Exercise instructions: For the material that follows, tally the lines holding "banner" and give the total alone.
(Stored data Opens)
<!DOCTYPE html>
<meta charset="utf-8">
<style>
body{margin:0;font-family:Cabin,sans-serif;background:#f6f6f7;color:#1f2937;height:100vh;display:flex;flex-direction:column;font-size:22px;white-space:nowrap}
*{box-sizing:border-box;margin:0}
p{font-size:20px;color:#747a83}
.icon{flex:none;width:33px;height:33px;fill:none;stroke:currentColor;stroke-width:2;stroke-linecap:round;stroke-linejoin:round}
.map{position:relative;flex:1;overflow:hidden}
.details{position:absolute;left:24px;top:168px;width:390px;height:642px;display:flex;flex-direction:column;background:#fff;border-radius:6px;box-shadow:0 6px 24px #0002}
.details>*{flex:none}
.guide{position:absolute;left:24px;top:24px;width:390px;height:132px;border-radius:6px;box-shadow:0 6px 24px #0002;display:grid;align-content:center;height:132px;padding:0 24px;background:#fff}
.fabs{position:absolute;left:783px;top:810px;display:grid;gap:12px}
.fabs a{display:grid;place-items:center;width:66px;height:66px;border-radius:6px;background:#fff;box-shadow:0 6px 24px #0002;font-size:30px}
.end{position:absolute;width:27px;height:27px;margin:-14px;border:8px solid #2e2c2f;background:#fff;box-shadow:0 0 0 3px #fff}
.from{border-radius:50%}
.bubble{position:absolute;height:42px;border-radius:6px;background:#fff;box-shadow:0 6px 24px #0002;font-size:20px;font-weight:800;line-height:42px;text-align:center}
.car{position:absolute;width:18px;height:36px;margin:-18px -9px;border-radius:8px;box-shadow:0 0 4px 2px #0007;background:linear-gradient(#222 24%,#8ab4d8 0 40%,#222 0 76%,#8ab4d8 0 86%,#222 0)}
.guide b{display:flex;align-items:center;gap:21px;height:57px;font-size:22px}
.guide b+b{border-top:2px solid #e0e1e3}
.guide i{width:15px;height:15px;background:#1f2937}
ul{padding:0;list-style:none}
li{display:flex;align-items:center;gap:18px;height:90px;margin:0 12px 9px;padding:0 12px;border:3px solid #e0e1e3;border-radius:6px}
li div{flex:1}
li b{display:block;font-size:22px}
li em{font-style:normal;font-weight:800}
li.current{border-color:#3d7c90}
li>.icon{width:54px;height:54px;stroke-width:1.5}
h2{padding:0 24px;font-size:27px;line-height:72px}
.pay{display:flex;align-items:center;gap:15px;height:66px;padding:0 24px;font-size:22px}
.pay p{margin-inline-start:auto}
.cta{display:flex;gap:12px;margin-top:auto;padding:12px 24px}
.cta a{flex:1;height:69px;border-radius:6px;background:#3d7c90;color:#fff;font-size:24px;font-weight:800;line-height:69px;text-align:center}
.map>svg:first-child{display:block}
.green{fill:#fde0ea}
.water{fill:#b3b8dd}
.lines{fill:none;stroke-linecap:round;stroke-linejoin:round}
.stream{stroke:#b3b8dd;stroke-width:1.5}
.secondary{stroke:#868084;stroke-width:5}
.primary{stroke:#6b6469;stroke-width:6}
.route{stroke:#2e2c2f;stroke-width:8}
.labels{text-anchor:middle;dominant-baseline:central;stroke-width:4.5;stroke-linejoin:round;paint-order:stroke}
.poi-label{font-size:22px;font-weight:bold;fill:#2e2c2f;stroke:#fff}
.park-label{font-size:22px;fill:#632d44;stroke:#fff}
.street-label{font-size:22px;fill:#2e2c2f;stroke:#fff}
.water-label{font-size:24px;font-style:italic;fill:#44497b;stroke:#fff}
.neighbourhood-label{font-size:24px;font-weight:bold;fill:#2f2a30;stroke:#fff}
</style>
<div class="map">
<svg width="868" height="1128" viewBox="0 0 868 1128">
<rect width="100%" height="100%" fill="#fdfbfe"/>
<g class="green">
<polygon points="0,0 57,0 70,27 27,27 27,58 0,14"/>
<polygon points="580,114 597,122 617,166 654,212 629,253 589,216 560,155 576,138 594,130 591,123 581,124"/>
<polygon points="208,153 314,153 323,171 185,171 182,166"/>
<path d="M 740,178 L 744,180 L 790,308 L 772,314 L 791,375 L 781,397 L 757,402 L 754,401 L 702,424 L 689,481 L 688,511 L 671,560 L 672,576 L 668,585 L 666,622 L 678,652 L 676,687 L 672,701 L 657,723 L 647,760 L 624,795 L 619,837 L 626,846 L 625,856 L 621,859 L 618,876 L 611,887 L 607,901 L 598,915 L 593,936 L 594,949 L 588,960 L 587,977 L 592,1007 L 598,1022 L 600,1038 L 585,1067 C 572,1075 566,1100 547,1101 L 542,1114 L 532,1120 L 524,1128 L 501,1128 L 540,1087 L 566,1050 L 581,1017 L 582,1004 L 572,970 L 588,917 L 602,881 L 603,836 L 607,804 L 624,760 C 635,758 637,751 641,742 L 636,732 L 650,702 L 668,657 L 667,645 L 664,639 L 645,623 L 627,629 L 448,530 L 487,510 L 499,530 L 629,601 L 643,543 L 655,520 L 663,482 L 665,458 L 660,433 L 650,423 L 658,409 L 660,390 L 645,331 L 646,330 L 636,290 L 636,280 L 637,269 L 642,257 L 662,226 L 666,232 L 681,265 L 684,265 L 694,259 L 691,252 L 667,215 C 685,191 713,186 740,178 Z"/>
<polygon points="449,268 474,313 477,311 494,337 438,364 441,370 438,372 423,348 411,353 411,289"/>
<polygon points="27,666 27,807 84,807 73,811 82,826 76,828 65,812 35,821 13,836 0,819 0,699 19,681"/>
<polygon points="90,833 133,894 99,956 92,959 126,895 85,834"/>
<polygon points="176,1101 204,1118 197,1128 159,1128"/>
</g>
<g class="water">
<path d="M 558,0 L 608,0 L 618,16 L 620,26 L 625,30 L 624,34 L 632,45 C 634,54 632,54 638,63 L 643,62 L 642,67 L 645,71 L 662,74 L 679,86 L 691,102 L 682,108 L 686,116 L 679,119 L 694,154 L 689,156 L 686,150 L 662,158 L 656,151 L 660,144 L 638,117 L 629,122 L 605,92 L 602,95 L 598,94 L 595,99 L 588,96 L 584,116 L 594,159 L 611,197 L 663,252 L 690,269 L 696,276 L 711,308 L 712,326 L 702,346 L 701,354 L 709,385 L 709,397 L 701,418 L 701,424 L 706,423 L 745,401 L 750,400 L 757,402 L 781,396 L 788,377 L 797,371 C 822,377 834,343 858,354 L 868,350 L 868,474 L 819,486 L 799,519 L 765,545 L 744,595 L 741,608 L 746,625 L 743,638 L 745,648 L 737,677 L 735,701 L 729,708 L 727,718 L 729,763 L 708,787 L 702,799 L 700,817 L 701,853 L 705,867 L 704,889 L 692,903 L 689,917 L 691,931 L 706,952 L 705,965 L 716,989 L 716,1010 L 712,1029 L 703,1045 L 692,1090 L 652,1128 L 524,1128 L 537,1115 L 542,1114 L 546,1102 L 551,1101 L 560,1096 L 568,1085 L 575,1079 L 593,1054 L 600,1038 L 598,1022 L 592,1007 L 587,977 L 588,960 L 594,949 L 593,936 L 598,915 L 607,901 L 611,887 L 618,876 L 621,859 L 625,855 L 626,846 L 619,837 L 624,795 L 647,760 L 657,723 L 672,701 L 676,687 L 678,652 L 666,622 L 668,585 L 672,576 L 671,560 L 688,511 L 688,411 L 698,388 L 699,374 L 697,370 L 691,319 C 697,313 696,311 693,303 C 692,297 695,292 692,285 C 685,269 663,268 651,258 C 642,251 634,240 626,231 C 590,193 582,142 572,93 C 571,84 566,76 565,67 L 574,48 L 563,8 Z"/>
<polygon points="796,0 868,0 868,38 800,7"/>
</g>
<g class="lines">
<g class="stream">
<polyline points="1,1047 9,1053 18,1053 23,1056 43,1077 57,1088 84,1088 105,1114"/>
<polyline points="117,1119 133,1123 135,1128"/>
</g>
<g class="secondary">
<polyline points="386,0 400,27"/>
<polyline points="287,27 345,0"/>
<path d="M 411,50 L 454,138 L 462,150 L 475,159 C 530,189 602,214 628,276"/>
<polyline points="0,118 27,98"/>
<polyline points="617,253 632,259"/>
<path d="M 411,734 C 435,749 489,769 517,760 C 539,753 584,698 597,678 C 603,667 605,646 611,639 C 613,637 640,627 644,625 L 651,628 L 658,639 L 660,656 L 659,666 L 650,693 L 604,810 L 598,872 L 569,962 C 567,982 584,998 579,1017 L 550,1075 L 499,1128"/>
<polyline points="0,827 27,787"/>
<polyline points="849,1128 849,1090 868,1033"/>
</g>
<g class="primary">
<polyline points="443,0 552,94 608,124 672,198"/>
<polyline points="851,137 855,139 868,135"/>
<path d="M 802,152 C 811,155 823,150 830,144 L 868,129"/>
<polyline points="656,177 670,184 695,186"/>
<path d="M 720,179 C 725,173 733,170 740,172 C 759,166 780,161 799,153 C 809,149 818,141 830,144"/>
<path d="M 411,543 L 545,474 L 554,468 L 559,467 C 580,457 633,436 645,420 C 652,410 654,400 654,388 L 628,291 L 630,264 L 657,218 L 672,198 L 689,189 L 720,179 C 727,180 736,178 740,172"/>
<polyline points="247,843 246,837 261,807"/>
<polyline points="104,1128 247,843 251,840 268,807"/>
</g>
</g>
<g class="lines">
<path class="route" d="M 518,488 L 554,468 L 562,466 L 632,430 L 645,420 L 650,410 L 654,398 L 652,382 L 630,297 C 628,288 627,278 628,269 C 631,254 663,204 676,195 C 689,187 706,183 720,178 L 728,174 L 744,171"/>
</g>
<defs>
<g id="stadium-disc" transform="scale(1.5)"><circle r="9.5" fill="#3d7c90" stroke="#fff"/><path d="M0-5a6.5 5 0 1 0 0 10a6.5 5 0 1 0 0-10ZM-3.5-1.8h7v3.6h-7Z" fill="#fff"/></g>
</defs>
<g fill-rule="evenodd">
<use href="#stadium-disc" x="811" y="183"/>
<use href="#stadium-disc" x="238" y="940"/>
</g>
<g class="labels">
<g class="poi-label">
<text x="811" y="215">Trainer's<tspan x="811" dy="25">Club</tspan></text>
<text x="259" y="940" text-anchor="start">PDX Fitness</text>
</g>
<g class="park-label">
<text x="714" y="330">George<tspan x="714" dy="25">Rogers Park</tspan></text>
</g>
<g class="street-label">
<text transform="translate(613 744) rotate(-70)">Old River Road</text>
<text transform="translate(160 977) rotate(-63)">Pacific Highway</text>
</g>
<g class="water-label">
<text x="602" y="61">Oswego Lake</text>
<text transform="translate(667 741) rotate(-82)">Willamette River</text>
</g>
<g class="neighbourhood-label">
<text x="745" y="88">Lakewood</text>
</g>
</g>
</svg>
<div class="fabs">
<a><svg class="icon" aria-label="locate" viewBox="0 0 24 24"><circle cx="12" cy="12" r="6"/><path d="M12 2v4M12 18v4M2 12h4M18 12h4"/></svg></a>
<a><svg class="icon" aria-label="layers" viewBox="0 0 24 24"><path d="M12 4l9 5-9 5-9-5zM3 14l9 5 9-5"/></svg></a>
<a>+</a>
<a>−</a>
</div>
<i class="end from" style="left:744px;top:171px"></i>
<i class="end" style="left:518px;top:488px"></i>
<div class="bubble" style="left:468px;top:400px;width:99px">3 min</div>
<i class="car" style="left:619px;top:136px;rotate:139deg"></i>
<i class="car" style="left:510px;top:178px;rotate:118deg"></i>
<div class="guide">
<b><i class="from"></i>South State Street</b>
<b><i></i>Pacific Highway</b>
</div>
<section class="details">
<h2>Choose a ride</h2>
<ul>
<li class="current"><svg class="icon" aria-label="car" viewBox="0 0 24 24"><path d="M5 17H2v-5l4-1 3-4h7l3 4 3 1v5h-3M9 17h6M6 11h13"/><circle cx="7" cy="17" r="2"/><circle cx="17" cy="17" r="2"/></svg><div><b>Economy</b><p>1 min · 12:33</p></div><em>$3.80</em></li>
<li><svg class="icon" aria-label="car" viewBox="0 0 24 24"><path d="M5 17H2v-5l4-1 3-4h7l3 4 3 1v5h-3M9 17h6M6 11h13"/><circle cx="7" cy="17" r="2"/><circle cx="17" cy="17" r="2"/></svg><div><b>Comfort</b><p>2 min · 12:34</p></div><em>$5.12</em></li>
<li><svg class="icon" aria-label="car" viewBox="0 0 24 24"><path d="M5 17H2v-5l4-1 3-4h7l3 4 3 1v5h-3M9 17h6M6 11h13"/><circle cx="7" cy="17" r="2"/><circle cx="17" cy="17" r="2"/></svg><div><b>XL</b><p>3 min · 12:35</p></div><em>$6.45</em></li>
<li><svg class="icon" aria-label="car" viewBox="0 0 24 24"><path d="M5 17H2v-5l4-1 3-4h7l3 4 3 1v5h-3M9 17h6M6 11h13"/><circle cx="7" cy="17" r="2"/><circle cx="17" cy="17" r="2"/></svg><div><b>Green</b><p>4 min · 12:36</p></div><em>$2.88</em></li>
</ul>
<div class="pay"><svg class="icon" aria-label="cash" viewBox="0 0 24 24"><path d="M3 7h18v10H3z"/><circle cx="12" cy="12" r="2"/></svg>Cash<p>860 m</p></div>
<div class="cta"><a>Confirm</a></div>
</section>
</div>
(Stored data Closes)
(Stored data Opens)
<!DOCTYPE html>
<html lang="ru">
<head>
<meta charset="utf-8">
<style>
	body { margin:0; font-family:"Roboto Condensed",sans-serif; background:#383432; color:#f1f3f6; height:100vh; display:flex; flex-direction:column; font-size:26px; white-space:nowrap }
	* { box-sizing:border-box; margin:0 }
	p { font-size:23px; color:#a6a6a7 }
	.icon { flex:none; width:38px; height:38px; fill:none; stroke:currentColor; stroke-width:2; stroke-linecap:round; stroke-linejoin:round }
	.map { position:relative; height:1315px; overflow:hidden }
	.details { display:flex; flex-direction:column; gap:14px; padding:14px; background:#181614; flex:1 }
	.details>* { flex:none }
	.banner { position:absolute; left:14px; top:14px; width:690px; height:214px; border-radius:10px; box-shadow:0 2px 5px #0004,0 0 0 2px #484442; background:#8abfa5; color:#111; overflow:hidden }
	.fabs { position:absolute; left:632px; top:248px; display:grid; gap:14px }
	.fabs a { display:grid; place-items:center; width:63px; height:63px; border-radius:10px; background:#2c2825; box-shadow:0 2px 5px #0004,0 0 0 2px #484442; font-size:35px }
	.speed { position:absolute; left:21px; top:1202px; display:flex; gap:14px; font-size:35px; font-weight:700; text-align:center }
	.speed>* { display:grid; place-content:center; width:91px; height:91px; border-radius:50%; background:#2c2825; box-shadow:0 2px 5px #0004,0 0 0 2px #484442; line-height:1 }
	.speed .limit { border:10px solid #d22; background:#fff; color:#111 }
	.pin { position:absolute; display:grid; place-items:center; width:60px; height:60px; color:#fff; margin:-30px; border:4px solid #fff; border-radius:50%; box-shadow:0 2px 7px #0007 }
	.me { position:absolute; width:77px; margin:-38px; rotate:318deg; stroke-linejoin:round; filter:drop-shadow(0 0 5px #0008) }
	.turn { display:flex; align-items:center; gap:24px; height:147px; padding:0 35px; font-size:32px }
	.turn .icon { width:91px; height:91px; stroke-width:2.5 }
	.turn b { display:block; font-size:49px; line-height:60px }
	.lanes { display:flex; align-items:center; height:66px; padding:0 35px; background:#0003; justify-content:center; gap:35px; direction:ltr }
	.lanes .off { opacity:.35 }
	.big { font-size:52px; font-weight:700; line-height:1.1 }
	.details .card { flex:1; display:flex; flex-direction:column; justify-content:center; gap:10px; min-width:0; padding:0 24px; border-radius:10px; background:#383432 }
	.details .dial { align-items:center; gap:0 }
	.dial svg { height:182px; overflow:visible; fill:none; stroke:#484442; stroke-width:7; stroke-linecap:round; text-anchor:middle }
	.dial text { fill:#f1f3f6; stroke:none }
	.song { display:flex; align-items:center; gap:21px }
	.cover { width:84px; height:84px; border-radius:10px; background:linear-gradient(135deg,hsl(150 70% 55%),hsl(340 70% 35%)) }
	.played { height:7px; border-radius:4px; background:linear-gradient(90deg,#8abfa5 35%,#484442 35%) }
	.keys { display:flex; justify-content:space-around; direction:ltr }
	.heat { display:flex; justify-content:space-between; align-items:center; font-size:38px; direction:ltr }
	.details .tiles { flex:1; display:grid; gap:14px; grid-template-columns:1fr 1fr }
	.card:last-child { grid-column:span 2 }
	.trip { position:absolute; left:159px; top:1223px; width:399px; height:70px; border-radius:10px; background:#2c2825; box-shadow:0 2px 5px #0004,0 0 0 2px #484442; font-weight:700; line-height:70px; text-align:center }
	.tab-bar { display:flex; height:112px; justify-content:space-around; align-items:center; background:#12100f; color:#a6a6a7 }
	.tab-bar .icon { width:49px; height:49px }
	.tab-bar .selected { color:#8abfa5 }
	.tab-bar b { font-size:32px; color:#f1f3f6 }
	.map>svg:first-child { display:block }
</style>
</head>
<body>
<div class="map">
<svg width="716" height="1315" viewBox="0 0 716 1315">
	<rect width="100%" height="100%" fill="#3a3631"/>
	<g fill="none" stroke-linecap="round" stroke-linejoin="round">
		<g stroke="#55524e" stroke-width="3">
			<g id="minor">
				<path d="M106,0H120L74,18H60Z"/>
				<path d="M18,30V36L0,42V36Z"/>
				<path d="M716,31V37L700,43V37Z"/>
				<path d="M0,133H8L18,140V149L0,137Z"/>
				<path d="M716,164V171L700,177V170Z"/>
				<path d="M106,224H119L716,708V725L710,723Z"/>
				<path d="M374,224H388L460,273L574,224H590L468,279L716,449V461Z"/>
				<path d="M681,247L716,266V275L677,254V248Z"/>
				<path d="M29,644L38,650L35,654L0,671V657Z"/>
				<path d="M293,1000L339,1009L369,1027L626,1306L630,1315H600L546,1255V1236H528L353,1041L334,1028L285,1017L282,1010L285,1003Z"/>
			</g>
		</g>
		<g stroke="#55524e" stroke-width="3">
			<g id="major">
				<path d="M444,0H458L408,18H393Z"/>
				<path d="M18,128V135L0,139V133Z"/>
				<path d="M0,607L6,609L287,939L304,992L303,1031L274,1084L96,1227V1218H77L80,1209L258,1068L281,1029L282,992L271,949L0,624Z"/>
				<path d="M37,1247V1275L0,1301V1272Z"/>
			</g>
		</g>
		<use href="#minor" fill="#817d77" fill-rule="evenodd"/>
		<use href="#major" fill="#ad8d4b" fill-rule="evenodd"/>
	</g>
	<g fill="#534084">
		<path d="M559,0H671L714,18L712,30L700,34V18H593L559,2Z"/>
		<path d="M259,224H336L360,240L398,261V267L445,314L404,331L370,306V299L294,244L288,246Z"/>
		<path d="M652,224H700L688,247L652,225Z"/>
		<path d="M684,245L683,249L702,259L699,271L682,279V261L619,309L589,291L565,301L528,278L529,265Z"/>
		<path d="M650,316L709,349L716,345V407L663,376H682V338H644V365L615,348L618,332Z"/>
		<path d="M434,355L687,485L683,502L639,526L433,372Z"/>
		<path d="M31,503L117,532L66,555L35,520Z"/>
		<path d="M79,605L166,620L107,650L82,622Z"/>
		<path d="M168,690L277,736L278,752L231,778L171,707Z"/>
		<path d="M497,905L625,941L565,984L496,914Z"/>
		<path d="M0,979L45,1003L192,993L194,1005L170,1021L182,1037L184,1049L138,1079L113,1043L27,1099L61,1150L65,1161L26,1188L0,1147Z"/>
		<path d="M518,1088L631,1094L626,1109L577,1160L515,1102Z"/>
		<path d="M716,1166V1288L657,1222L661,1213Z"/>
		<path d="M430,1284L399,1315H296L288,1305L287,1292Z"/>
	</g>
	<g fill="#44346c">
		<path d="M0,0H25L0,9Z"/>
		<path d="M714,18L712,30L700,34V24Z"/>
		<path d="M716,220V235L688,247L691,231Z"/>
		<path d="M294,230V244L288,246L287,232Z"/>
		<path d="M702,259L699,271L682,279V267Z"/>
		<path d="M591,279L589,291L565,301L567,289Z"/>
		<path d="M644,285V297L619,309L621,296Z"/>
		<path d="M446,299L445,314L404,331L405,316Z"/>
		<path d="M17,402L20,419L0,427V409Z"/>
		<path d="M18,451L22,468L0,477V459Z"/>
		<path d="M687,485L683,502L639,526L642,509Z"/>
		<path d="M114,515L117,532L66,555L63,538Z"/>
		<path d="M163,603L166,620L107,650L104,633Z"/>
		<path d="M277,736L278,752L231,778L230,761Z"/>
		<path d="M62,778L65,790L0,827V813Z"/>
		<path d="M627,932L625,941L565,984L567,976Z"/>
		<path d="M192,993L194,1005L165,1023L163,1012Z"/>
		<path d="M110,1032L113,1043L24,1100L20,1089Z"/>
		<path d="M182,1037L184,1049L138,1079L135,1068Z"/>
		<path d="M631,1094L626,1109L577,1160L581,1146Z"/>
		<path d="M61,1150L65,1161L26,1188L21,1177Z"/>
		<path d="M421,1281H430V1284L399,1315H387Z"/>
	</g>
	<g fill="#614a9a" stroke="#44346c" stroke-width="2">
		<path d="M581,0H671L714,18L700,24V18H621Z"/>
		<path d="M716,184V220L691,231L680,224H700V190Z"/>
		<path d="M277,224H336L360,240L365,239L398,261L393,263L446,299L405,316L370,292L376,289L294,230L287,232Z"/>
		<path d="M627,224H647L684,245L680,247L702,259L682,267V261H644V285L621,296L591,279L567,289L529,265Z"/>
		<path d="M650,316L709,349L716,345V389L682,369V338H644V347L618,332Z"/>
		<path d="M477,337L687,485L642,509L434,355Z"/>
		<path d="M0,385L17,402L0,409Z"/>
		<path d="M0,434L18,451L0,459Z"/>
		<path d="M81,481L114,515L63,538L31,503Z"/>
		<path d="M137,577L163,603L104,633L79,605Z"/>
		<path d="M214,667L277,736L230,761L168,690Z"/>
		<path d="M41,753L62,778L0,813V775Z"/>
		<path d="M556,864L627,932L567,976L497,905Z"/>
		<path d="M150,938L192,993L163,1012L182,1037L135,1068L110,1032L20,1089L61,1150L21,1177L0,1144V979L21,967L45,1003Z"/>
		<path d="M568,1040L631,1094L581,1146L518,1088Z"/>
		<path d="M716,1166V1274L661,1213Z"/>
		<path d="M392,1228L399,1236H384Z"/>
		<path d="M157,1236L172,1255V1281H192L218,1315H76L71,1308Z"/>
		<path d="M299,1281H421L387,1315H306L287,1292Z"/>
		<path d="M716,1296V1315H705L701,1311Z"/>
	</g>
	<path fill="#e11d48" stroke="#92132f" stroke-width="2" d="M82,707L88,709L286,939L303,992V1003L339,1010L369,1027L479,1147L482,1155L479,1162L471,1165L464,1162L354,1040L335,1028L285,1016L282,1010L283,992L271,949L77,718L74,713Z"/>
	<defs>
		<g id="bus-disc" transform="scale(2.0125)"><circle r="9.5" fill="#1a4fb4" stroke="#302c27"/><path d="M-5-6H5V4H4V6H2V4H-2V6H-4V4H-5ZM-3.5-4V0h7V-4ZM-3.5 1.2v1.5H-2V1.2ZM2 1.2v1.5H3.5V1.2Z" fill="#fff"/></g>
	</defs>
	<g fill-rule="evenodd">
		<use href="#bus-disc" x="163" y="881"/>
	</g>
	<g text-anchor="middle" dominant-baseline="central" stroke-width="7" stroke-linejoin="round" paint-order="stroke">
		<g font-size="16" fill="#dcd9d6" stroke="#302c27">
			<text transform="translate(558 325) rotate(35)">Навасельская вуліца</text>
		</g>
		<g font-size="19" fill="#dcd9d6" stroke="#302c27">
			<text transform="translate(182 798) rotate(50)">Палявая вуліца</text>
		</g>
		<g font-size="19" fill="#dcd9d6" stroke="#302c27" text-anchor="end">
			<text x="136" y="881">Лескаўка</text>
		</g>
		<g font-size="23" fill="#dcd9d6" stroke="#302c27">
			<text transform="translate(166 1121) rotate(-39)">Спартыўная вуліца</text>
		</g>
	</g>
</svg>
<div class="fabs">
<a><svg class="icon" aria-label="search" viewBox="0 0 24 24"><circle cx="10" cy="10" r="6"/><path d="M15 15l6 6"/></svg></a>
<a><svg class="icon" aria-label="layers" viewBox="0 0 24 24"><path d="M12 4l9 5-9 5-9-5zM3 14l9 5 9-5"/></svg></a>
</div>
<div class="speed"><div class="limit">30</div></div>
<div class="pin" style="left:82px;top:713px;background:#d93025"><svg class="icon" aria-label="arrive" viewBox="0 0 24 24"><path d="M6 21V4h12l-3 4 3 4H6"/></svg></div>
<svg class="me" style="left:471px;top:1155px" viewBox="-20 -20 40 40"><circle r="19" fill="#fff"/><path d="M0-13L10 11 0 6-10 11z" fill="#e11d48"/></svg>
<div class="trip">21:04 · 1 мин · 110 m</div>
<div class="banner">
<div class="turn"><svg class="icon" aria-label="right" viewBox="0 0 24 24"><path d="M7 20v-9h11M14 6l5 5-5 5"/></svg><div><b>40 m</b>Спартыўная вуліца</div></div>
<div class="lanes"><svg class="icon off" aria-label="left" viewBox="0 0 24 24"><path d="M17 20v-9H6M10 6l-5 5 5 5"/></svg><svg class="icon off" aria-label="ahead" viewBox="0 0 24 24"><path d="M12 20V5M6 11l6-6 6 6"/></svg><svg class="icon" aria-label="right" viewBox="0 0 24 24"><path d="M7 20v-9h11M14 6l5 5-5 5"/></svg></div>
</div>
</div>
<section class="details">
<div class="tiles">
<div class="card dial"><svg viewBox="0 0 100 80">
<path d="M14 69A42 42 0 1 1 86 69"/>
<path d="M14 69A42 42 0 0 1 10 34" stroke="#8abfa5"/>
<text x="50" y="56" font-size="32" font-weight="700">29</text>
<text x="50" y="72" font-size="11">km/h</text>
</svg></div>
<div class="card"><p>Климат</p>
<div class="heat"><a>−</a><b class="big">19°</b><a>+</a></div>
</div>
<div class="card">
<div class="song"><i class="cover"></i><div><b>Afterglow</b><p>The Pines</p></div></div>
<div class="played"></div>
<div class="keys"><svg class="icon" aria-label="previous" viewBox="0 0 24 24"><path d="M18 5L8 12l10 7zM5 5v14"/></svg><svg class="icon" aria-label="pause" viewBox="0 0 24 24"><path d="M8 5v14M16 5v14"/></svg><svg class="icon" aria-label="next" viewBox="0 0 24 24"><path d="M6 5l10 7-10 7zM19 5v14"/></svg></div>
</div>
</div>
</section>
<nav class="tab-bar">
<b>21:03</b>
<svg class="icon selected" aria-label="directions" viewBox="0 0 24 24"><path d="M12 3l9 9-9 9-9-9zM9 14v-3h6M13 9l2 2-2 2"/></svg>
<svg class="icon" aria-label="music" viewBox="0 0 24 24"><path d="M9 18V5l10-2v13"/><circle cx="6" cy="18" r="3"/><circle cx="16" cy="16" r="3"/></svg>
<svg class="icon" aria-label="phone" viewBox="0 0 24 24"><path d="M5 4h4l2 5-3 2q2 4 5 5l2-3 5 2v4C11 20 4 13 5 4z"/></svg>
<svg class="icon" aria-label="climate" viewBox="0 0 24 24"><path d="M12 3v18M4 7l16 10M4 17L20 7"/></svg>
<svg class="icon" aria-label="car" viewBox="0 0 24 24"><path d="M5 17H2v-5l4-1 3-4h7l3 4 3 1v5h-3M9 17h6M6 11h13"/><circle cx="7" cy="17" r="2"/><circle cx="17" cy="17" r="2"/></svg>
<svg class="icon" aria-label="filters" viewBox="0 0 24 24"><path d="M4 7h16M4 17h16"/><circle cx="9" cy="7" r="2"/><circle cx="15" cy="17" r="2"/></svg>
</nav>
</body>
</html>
(Stored data Closes)
Result of the task: 2